I’m not familiar with that that person or her background, but she laid out her opinion for the world to read, and share, if they’re so inclined.
That said, or read, since the arrival of the Coronavirus (COVID-19) pandemic we’ve been bombarded daily with all sorts of scientific information by credible, perhaps incredible, people regarding the do’s about protecting ourselves and loved ones from contracting the virus.
The choices and decisions most of us (continue to) make the duration of this deadly virus will determine if we emerge on the right side of this disease once it’s vanquished by scientists, not skeptics and their dangerous denialism.
As far as this current or past federal election campaigns are concerned, parties of all stripes have always found ways to ensure and assist voters of all political leanings to get to the polls in safety on election day to cast their vote.
And given the current circumstances all parties involved in the ongoing exercise will certainly ensure that Canadians of all political allegiances will get to the polls where Covid-19 pandemic protocols will be strictly enforced, to safely cast their votes.
That’s a given, just because on September 20 as in every other federal election, past and future, stakes are high, especially given predictions of a tight battle between the two major parties. All votes matter.
It’s fair to assume then, that given predictions of a tight election battle between the two major parties, the runners-up too will stay in the race, looking for additional representatives in the House of Commons, looking for additional political party representatives to ensure greater profile on the national political scene.
And given predictions of a tight election race between the two major parties, and the prime ministerial cup up for grabs both are pushing hard with big financial promises… which, unfortunately, they won’t have an opportunity to manage.
Stakes are high indeed, so stupendous amounts of dollars are being thrown around by all parties, especially the usual winner/runner-up duo that will become the respective recipients of (taxpayers’) largesse, that given the nature and predictability of Canadian politics, even I know which thoroughbred will finish out of the race… But not all will be lost; they, too, will be favoured with some (national) tax dollars…
So its fair to assume that given predictions of a tight election battle between the two major parties, as well as those looking for additional representatives in the House of Commons, party leaders will go all out to attract more Canadians to their respective parties’ political/electoral ideologies.
I think I’ve made my decision.
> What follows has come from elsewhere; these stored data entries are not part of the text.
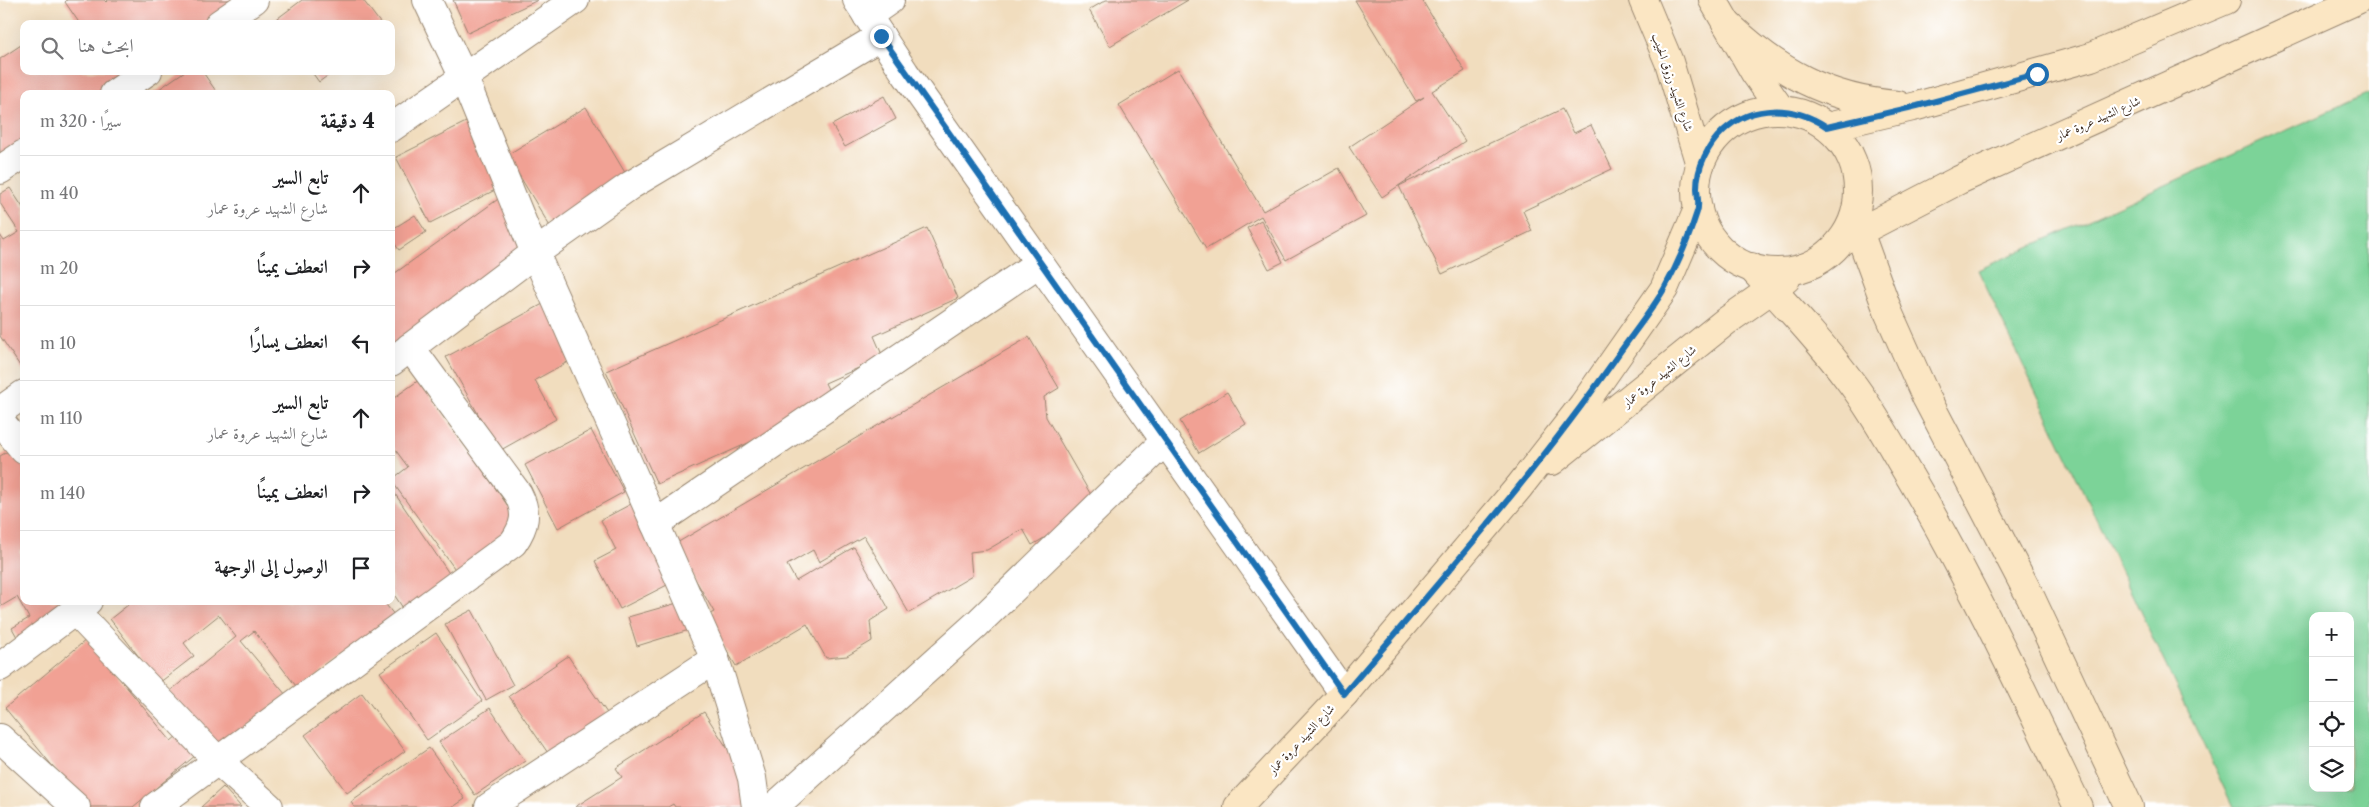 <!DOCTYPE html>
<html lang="ar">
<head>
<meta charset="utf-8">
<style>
	body { margin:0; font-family:"Libre Caslon Text",Amiri,serif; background:#f2f2f2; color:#202124; direction:rtl }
	.controls { position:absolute; right:15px; bottom:15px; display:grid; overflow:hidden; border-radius:10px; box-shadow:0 5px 20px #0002 }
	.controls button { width:45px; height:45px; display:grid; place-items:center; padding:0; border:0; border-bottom:1px solid #e0e0e0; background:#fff; color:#202124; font:25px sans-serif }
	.stop { position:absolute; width:15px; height:15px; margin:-11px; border:4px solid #1f6fb2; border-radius:50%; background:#fff }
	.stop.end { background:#1f6fb2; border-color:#fff; box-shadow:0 1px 5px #0008 }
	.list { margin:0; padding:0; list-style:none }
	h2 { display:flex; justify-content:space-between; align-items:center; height:65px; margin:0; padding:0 20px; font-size:21px }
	h2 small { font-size:16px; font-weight:400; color:#757577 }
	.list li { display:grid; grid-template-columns:32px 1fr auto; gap:15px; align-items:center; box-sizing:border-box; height:75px; padding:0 20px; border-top:1px solid #e0e0e0 }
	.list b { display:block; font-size:19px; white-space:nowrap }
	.list p { margin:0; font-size:16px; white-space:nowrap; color:#757577 }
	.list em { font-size:16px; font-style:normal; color:#757577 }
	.icon { flex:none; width:28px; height:28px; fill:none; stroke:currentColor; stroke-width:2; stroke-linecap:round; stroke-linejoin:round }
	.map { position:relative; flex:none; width:2369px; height:807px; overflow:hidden; direction:ltr }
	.search { position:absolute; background:#fff; box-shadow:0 5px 20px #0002; left:20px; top:20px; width:375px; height:55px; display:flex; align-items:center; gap:12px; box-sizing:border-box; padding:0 18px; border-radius:10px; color:#757577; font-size:19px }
	.panel { position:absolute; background:#fff; box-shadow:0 5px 20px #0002; left:20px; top:90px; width:375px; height:515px; border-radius:10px; direction:rtl }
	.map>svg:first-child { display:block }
	.green { fill:#7bd398; stroke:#5b7e5b; fill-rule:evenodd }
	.building { fill:#f1a194 }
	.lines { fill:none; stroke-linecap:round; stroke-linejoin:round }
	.street-casing { stroke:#96846e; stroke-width:30 }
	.secondary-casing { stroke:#96846e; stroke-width:30 }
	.street { stroke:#fff; stroke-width:28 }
	.secondary { stroke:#fbe6c3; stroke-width:28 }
	.route { stroke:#1f6fb2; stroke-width:6 }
	.labels { text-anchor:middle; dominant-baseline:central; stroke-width:4.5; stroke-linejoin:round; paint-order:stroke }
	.street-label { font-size:12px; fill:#3b2a1e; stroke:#fff }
</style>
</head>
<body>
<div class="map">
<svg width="2369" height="807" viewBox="0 0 2369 807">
	<rect width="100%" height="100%" fill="#fff"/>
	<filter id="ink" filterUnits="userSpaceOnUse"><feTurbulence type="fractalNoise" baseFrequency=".02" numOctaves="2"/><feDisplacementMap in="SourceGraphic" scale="10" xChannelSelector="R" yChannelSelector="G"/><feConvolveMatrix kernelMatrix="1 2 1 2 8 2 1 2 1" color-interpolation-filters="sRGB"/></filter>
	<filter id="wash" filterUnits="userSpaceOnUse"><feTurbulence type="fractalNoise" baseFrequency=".0096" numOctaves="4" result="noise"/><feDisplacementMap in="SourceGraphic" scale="20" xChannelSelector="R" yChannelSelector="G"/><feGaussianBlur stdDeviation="1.12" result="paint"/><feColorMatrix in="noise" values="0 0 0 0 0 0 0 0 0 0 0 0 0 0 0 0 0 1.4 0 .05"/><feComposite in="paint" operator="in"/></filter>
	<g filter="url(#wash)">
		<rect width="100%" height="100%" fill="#f1ddbe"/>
		<!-- green -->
		<path class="green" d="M2369,93V807H2233L1978,270ZM2313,616H2350V788H2313Z"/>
		<g id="blocks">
			<!-- building -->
			<g class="building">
				<path d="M67,0H104L106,2L108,0H238L202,24H80L65,2Z"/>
				<path d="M302,0H363L381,24H276L274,21Z"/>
				<path d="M453,0H538L468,33Z"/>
				<path d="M1106,0H1188L1110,46L1089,10Z"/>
				<path d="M1355,0H1422L1465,71L1432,91L1465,141L1382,197L1349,147L1424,97L1416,101Z"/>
				<path d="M24,43V71H131L97,94H24V142L0,154V59Z"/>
				<path d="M1178,69L1263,211L1339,168L1366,216L1286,260L1261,216L1206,249L1119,105Z"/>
				<path d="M185,71H202L218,94H152Z"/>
				<path d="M311,71H334L319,82Z"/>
				<path d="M884,96L896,119L845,147L832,125Z"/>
				<path d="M586,107L633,186L554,233L507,155Z"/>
				<path d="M1562,109L1574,133L1591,125L1612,169L1523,211L1532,231L1442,274L1399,186Z"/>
				<path d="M468,121L501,187L430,223L396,157Z"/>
				<path d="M10,188L24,209V372L0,336V235L4,241L19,232L0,203V194Z"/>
				<path d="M501,197L538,251L391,350V276Z"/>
				<path d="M415,215L426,232L399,250L391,238V230Z"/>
				<path d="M1261,220L1283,262L1269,269L1247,228Z"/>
				<path d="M927,228L958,298L874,336L883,357L825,383L835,404L657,484L606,371Z"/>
				<path d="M552,299L582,354L535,380L556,419L499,451L446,357Z"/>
				<path d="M1029,337L1059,388L1044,397L1046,417L1098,507L1032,545L1023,529L987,550L970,552L972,576L909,613L864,536L819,562L813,550L787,565L796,581L854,547L889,609L870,621L872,641L847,656L826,658L807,624L736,666L706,616L714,612L675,544Z"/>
				<path d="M419,380L527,533L462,579L391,480L408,467L391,444V400Z"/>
				<path d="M1227,392L1246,424L1199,453L1180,421Z"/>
				<path d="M591,430L624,492L558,528L525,465Z"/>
				<path d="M24,442V548L19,551L24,559V601H93L21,644L12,628L29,618L17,597L0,607V456Z"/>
				<path d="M391,488L459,588L411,620L391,590Z"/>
				<path d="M631,504L671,583L620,609L595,561L616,550L601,520Z"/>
				<path d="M133,601H383L395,616L299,690L254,631L241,641L286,695L220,749L213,741L133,807H86L5,708L87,639L171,741L194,722L169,692L236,637L219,615L184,643L194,656L159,683L110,619Z"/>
				<path d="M681,602L689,630L637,646L628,617Z"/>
				<path d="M472,610L513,685L486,700L445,624Z"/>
				<path d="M436,633L482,701L427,740L380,672Z"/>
				<path d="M568,656L609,716L550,756L509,696Z"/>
				<path d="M362,693L405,751L347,793L305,735Z"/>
				<path d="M490,708L525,761L475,795L439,742Z"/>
				<path d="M704,712L738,765L772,807H675L673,804L668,807H575L622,777L616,768Z"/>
				<path d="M429,748L465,799L453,807H354L351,802Z"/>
				<path d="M223,787L241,807H201Z"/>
			</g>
		</g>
	</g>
	<g filter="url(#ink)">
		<use href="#blocks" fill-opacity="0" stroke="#96846e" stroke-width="1"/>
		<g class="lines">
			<!-- street casing -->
			<g class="street-casing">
				<g id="street">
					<path d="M427,0L463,76L535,253L715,659L752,778L756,807"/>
					<path d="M857,0L905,73L1344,694"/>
					<path d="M867,16L890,0"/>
					<path d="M219,24L254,0"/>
					<path d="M114,94L148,71"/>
					<path d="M391,128L575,0"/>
					<path d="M0,170L24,154"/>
					<path d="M391,362L535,253L631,185L881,36"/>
					<path d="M0,411L24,394"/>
					<path d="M0,421L24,450"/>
					<path d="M655,524L1039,263"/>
					<path d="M74,610L217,760L269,807"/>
					<path d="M0,667L88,601"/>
					<path d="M0,738L76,807"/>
					<path d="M155,807L513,543C525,526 528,513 518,494L410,347"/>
					<path d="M489,807L715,659"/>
					<path d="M774,807L977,624L1165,441"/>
				</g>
			</g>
			<!-- secondary casing -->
			<g class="secondary-casing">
				<g id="secondary">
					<path d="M1643,0L1669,62L1700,165"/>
					<path d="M1713,0L1755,73L1781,110"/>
					<path d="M1727,24C1777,71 1828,100 1898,105"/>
					<circle cx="1777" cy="191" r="81"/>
					<path d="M1827,127L1917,106L2091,57L2226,0"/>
					<path d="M1854,218L1889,314L1926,397L2030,596L2129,807"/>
					<path d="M1843,240L1959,180L2357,0"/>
					<path d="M1751,267C1785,304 1820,341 1850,381C1873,411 1891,445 1910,477C1973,584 2025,696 2078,807"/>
					<path d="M1552,461L1725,322L1786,279"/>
					<path d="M1238,807L1344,694L1519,487L1583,405L1664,289L1698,209"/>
				</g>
			</g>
			<!-- street -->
			<use href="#street" class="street"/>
			<!-- secondary -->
			<use href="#secondary" class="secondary"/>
		</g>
	</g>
	<g class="lines" filter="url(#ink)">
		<!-- route -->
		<path class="route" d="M881,36L1344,694C1436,585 1531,479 1613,362C1629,338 1649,315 1664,289C1677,266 1689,237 1697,212C1700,204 1697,196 1697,188C1697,167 1708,145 1723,131C1753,103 1795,106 1827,127L1917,106L2037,74"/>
	</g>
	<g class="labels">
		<!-- street labels -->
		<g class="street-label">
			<text transform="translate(1673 82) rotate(71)">شارع الشهيد رزوق الحبيب</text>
			<text transform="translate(2098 118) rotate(-24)">شارع الشهيد عروة عمار</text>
			<text transform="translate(1659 376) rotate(-39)">شارع الشهيد عروة عمار</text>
			<text transform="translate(1301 739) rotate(-47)">شارع الشهيد عروة عمار</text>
		</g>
	</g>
</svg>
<div class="controls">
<button>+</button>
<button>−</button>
<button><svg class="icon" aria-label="locate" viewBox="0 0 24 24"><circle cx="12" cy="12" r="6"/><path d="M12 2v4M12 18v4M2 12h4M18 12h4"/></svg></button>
<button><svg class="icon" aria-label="layers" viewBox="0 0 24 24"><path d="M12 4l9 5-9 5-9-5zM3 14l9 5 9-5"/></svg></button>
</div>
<div class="stop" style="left:2037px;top:74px"></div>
<div class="stop end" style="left:881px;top:36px"></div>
<div class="search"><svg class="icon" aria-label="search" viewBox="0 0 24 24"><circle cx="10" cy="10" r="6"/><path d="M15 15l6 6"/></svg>ابحث هنا</div>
<section class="panel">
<h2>4 دقيقة<small>سيرًا · 320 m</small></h2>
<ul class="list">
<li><svg class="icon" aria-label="ahead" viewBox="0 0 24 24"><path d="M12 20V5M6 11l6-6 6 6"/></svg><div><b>تابع السير</b><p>شارع الشهيد عروة عمار</p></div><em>40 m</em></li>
<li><svg class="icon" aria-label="right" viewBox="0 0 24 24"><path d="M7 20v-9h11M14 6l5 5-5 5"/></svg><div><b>انعطف يمينًا</b></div><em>20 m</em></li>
<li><svg class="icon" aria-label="left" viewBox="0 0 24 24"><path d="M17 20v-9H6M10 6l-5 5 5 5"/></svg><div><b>انعطف يسارًا</b></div><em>10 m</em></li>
<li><svg class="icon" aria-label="ahead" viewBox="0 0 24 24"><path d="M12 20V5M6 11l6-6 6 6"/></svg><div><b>تابع السير</b><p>شارع الشهيد عروة عمار</p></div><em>110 m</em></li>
<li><svg class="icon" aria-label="right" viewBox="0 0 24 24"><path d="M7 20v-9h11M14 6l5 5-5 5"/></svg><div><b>انعطف يمينًا</b></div><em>140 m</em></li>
<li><svg class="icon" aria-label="arrive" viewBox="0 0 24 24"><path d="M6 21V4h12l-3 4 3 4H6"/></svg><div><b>الوصول إلى الوجهة</b></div></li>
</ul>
</section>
</div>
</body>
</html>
I like the CBC, always have, for a host of reasons… It’s not perfect by any stretch, but in my view it’s a medium that speaks (in various ways) to Canadians of all racial/ethnic/cultural backgrounds… That caused me to eliminate that party and leader who talked about cutting the CBC’s budget.
What will the nation’s broadcaster sound like if that “Old Stock Canadian” type politician (much like one of his political predecessors) is afforded the political right to tinker with and determine the future of CBC radio, the national broadcaster.
Don’t allow the narrow nationalistic thinking of one provincial leader dictate or determine where you place your X or darken your circle.
Promises and counter promises, political auctioneering… Call it what you like. In a week and a half or so, we’ll be looking at a recycled or new Canadian prime minister to take the nation through to… hopefully the end of the human and social ravages and inconveniences of the months-long COVID-19 pandemic.
Wear your masque when you arrive at the polling station on September 20, and make sure you vote wise and for the right party and candidate. And don’t allow the narrow nationalistic sentiments of any provincial leader dictate or determine where you place your X or darken your circle on E day. The world has enough nations/countries to manage…
Just vote right, left if you prefer. But vote!